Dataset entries
▼▼▼

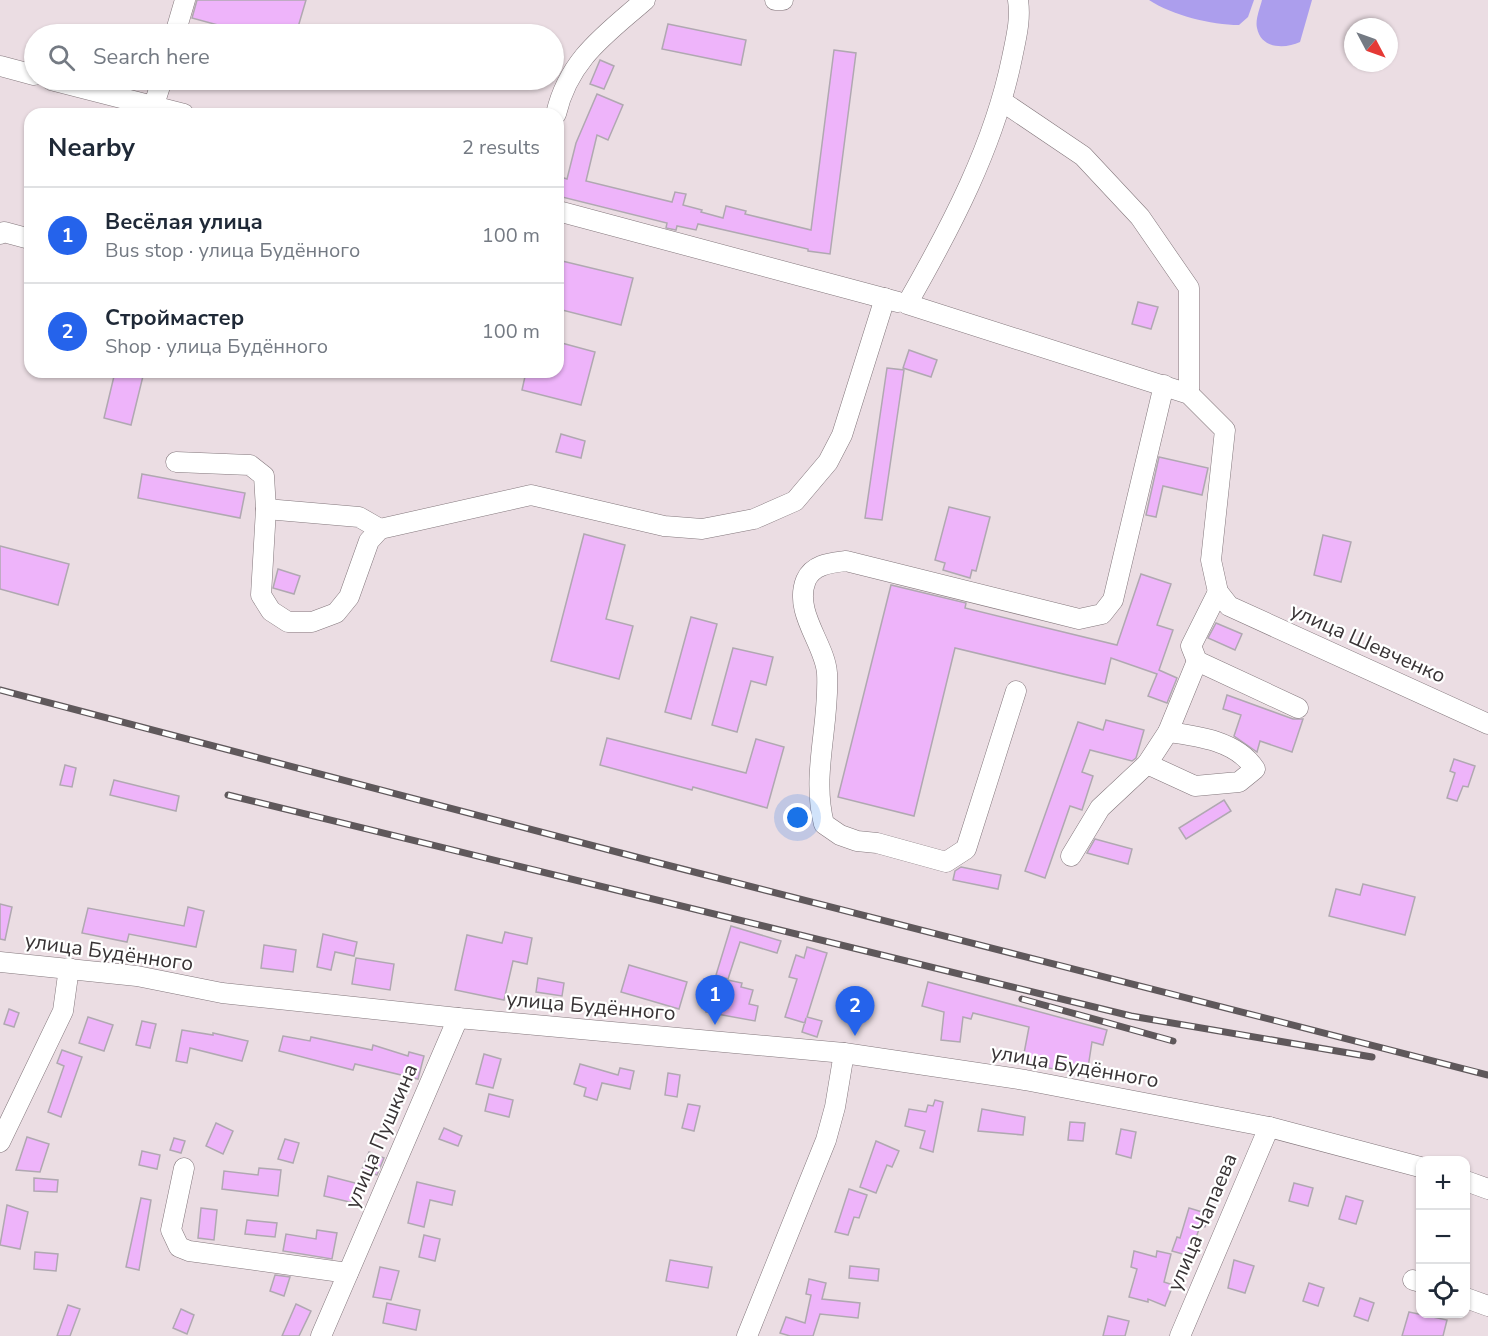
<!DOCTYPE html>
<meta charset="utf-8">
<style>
body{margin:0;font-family:"Nunito Sans",sans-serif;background:#f2f2f3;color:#1f2937}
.controls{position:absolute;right:18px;bottom:18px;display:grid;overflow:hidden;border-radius:12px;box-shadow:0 2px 4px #0004}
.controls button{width:54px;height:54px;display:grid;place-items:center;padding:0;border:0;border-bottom:2px solid #e0e1e3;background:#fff;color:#1f2937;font:30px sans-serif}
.compass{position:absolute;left:1344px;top:18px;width:54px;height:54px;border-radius:50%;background:#fff;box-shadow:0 2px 4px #0004;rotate:131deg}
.you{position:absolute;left:798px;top:818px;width:21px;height:21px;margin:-15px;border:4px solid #fff;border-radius:50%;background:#1a73e8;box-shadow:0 0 0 9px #1a73e833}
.badge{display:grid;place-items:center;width:39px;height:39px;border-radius:50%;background:#2563eb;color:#fff;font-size:20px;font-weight:700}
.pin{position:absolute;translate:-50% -50px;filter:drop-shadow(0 2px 3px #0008)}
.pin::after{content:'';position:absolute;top:32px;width:21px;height:18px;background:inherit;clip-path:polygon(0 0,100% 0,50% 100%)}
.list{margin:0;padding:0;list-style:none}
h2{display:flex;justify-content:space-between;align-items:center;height:78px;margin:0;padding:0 24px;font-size:26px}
h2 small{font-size:20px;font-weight:400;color:#747a83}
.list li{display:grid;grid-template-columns:39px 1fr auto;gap:18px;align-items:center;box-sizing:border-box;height:96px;padding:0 24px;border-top:2px solid #e0e1e3}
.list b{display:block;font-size:22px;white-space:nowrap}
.list p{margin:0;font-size:20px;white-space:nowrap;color:#747a83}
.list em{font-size:20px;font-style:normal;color:#747a83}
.icon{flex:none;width:33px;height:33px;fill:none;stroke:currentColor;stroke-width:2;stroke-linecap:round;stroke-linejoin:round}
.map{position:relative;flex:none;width:1488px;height:1336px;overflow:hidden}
.search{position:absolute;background:#fff;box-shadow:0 2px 4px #0004;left:24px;top:24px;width:540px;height:66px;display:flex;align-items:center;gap:15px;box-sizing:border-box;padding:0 21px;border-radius:33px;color:#747a83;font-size:22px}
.panel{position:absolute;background:#fff;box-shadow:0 2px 4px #0004;left:24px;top:108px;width:540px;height:270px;border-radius:18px}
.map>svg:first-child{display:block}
.water{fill:#ac9eed}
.building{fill:#eeb4fa;stroke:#b0a8b1;stroke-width:1.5}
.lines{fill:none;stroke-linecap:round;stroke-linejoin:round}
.minor-casing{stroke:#83777c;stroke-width:21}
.minor{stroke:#fff;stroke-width:20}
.rail-casing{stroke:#5f585b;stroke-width:7}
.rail{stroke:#fff;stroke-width:4.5;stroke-dasharray:14;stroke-linecap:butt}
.labels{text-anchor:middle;stroke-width:4.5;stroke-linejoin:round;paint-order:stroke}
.street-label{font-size:21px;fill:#383335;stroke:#fff}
</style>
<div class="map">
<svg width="1488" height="1336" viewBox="0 0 1488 1336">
<rect width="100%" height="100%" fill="#ebdde3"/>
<g class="water">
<path d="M 1149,0 L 1254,0 L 1248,17 L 1239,25 C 1211,25 1172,15 1149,0 Z"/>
<path d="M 1262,0 L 1312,0 L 1300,42 C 1285,49 1261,49 1257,28 C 1255,20 1260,8 1262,0 Z"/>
</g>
<g class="building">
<polygon points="306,0 296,34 251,34 192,18 197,0"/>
<polygon points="668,24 746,40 741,65 662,49"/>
<polygon points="834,50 856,53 830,254 808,251 808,249 698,224 696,230 677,226 676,230 666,228 667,223 558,196 561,177 567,179 576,143 597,94 623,105 608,140 597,135 586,181 672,202 675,192 686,194 683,205 702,210 701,212 723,218 726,206 746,211 745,214 811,230"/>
<polygon points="600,60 614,66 604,89 590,84"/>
<polygon points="558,260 633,278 621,325 558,309"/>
<polygon points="1138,302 1158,307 1151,329 1132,324"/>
<polygon points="558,342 595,352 581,405 522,390 526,372 558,372"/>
<polygon points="909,350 937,360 931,377 903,368"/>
<polygon points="887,368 904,370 882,520 865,518"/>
<polygon points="115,372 144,372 131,425 104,418"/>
<polygon points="561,434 585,441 581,458 556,452"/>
<polygon points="1159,457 1208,468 1202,495 1163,486 1156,517 1146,515"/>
<polygon points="142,474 245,493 240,518 138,498"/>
<polygon points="949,507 990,517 976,571 972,570 970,578 943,570 945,563 935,560"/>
<polygon points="584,534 625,545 606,619 633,626 619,679 551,661"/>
<polygon points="1323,535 1351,542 1341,582 1314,575"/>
<polygon points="0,546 69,564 58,605 0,589"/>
<polygon points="278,569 300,576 294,594 273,588"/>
<polygon points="1141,574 1171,584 1157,625 1173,630 1159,670 1177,678 1167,703 1148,696 1157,674 1111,658 1105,684 955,648 914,816 838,797 891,585 966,603 965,608 1117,645"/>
<polygon points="691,617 717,624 691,719 665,712"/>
<polygon points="1216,623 1242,634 1235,650 1208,638"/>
<polygon points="733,648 773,657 766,685 751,681 737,732 712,725"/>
<polygon points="1227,695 1293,719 1303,719 1292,752 1260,741 1257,752 1234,736 1241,715 1223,709"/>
<polygon points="1106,720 1144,730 1136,758 1132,761 1090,750 1082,772 1093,776 1082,810 1070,806 1045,878 1025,871 1078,722 1103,730"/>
<polygon points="607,738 746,773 756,739 784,747 767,808 693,787 692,790 600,765"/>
<polygon points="1454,759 1475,766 1468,787 1463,786 1457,801 1447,798 1455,773 1450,771"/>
<polygon points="65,765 76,768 72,787 60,785"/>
<polygon points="114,780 179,796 176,811 110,795"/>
<polygon points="1224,800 1231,811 1186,839 1179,828"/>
<polygon points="1095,839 1132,849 1128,864 1087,853"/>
<polygon points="961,867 1001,875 998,889 953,880 955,871"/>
<polygon points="1363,884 1415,897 1405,935 1329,916 1336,889 1360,895"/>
<polygon points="0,904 12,907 5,940 0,939"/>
<polygon points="188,907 204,911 196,947 129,934 127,942 82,933 88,908 184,926"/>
<polygon points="731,926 781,941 777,953 740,942 728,979 716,975"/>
<polygon points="505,932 532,938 527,964 513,961 504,1000 455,990 467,935 502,943"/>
<polygon points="323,934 357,942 354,956 335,952 331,970 317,967"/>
<polygon points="264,945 296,950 293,972 261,968"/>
<polygon points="807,947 827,953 807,1017 822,1021 817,1037 802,1032 806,1018 805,1023 785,1017 797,979 789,977 796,955 804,958"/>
<polygon points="356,958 394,964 390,990 352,984"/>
<polygon points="629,965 687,982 679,1009 621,992"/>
<polygon points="538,978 564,983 562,996 536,992"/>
<polygon points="723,979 742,983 741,987 753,990 749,1004 758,1006 755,1021 706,1012 709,997 719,999"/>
<polygon points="928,982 1107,1030 1103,1045 1092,1042 1087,1074 1022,1064 1029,1027 973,1013 971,1019 963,1017 960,1042 941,1040 944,1012 922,1006"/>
<polygon points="9,1009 19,1013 14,1027 4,1024"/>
<polygon points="88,1017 113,1025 104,1051 79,1043"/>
<polygon points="142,1021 156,1024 150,1048 136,1045"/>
<polygon points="182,1030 213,1035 213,1033 248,1041 242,1061 190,1048 187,1063 176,1061"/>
<polygon points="283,1036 310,1041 311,1037 372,1050 373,1045 408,1056 409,1052 424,1056 418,1079 355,1064 353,1070 279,1051"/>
<polygon points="62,1050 82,1057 61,1117 48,1112 64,1066 57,1063"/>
<polygon points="484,1054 501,1059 493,1088 476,1084"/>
<polygon points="580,1064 618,1075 620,1068 634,1071 630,1089 602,1083 597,1100 584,1096 586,1088 574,1084"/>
<polygon points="668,1073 680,1075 677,1097 665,1095"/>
<polygon points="489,1094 513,1100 509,1117 485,1111"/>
<polygon points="935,1100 943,1102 933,1152 920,1148 925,1131 905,1126 909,1109 926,1112 928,1105 933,1106"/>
<polygon points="688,1104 700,1106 694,1131 682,1128"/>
<polygon points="982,1109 1025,1117 1023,1135 978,1131"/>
<polygon points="1070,1122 1085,1123 1083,1141 1068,1140"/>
<polygon points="216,1123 233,1131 223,1154 206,1146"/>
<polygon points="444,1128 462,1136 458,1146 439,1139"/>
<polygon points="1121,1129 1136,1132 1131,1158 1116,1154"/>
<polygon points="27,1137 49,1144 40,1172 16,1170"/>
<polygon points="174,1138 185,1141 181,1153 170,1150"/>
<polygon points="285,1139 299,1143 293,1163 278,1159"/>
<polygon points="876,1141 899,1151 892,1167 887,1165 876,1193 860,1187"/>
<polygon points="142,1151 160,1155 157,1169 139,1165"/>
<polygon points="369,1152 384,1158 377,1175 362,1169"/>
<polygon points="259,1168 281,1170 278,1196 222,1189 224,1171 258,1175"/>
<polygon points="328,1176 359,1184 354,1203 324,1196"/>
<polygon points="34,1178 58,1180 57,1192 34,1191"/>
<polygon points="417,1182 455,1191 452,1205 430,1200 424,1227 408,1223"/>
<polygon points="1294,1183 1313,1188 1308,1206 1289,1201"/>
<polygon points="849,1189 867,1195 859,1218 854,1217 848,1235 835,1232"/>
<polygon points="1346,1196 1363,1201 1356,1224 1339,1219"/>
<polygon points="141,1198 151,1200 139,1270 126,1267"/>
<polygon points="7,1205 28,1212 20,1249 0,1245"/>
<polygon points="201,1208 217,1210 214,1240 198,1238"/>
<polygon points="1189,1208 1209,1214 1205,1227 1200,1226 1190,1256 1172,1251 1177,1237 1180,1238"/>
<polygon points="247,1220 277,1223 275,1237 245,1234"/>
<polygon points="317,1230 337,1233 332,1259 283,1251 286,1234 316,1239"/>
<polygon points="424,1235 440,1239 435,1261 419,1257"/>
<polygon points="1134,1251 1156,1257 1157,1251 1171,1254 1164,1282 1173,1285 1165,1306 1148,1299 1148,1302 1129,1297 1137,1269 1131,1267"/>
<polygon points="35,1252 58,1254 56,1271 34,1269"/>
<polygon points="670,1260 712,1267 708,1288 666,1281"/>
<polygon points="1234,1260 1254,1266 1245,1293 1228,1288"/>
<polygon points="850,1266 879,1269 878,1281 849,1278"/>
<polygon points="380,1267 399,1271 391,1300 373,1297"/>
<polygon points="275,1275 290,1277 284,1296 270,1291"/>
<polygon points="809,1279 826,1283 822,1299 860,1303 858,1318 820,1314 813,1336 790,1336 780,1333 786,1317 805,1323 811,1295 806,1294"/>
<polygon points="1309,1283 1324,1288 1318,1306 1303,1301"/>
<polygon points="1360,1298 1374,1303 1368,1321 1354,1316"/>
<polygon points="387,1303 420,1310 416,1330 383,1323"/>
<polygon points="296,1304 311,1311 299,1336 282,1336"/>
<polygon points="68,1305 80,1309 70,1336 57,1336"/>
<polygon points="181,1309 194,1315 187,1334 173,1328"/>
<polygon points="1409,1312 1447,1320 1443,1336 1402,1336"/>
<polygon points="1108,1316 1129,1321 1125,1336 1103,1336"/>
</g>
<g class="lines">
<defs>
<g id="minor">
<polyline points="775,0 783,0"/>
<path d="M 1018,0 C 1021,20 1016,38 1012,58 C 994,146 951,227 907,304 L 1189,394 L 1225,430 L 1211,560 L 1218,592 L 1229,606 L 1488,724"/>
<polyline points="175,34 185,0"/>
<polyline points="0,66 34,75"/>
<polyline points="51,80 184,114"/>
<polyline points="1003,102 1083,156 1140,217 1189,288 1189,394"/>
<polyline points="151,114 162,80"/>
<path d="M 556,114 C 569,59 605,35 645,0"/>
<polyline points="558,211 898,302"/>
<polyline points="0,234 4,232 30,239"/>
<polyline points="176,462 250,465 264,476 266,509 261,595 271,611 288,622 312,622 336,613 349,597 369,541 380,529 531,495 664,526 702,529 754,519 795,501 828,462 842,435 885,298"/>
<polyline points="266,509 359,517 380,529"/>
<polyline points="1218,592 1191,646 1197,661 1298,708"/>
<path d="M 1016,691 L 966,849 L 946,862 L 877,843 L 857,841 L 840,835 L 824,824 C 811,774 830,724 827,673 C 825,644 793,612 806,580 C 813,564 831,563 846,561 L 1079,619 L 1102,614 L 1113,600 L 1164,385"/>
<path d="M 1147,764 L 1195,786 L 1239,782 L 1255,769 C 1237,741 1198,736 1168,732"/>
<polyline points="1071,856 1100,808 1147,764 1168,732 1197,661"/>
<polyline points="0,962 137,976 222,993 458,1018 844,1053 1025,1080 1269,1127 1420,1167"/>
<polyline points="0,1142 63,1011 69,968"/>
<polyline points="184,1168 171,1230 179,1247 189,1251 348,1273"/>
<polyline points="1466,1181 1488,1189"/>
<polyline points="1413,1280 1420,1282"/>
<polyline points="1466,1298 1488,1306"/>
<polyline points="321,1336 458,1018"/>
<polyline points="747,1336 826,1140 835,1107 844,1053"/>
<polyline points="1180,1336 1269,1127"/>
</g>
</defs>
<use href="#minor" class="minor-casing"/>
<use href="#minor" class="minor"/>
<defs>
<g id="rail">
<polyline points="0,690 659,863 1488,1075"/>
<polyline points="228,795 1131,1016 1372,1057"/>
<polyline points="1022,999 1173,1041"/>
</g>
</defs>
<use href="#rail" class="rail-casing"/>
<use href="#rail" class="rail"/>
</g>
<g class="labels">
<g class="street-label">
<text transform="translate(1368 643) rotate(24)" y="7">улица Шевченко</text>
<text transform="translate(109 952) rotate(8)" y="7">улица Будённого</text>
<text transform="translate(591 1006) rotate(5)" y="7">улица Будённого</text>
<text transform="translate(1075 1066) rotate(10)" y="7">улица Будённого</text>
<text transform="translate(381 1136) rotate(-67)" y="7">улица Пушкина</text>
<text transform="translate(1202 1222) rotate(-67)" y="7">улица Чапаева</text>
</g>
</g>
</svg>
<div class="controls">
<button>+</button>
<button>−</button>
<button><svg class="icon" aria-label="locate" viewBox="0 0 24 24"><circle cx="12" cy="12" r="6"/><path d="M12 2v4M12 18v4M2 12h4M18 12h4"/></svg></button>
</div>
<svg class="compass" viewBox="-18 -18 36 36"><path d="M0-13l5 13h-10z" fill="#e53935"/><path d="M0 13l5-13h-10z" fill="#747a83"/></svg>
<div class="you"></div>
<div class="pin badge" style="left:715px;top:1025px">1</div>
<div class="pin badge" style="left:855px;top:1036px">2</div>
<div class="search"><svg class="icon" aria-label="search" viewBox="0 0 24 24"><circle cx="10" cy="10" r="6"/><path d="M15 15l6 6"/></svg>Search here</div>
<section class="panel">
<h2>Nearby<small>2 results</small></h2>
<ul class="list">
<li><span class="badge">1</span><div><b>Весёлая улица</b><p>Bus stop · улица Будённого</p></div><em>100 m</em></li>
<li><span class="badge">2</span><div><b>Строймастер</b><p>Shop · улица Будённого</p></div><em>100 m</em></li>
</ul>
</section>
</div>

▲▲▲

__Exercise requirements__
Copy every line of the data above in which the string "list" appears.

__Solved exercise__
.list{margin:0;padding:0;list-style:none}
.list li{display:grid;grid-template-columns:39px 1fr auto;gap:18px;align-items:center;box-sizing:border-box;height:96px;padding:0 24px;border-top:2px solid #e0e1e3}
.list b{display:block;font-size:22px;white-space:nowrap}
.list p{margin:0;font-size:20px;white-space:nowrap;color:#747a83}
.list em{font-size:20px;font-style:normal;color:#747a83}
<ul class="list">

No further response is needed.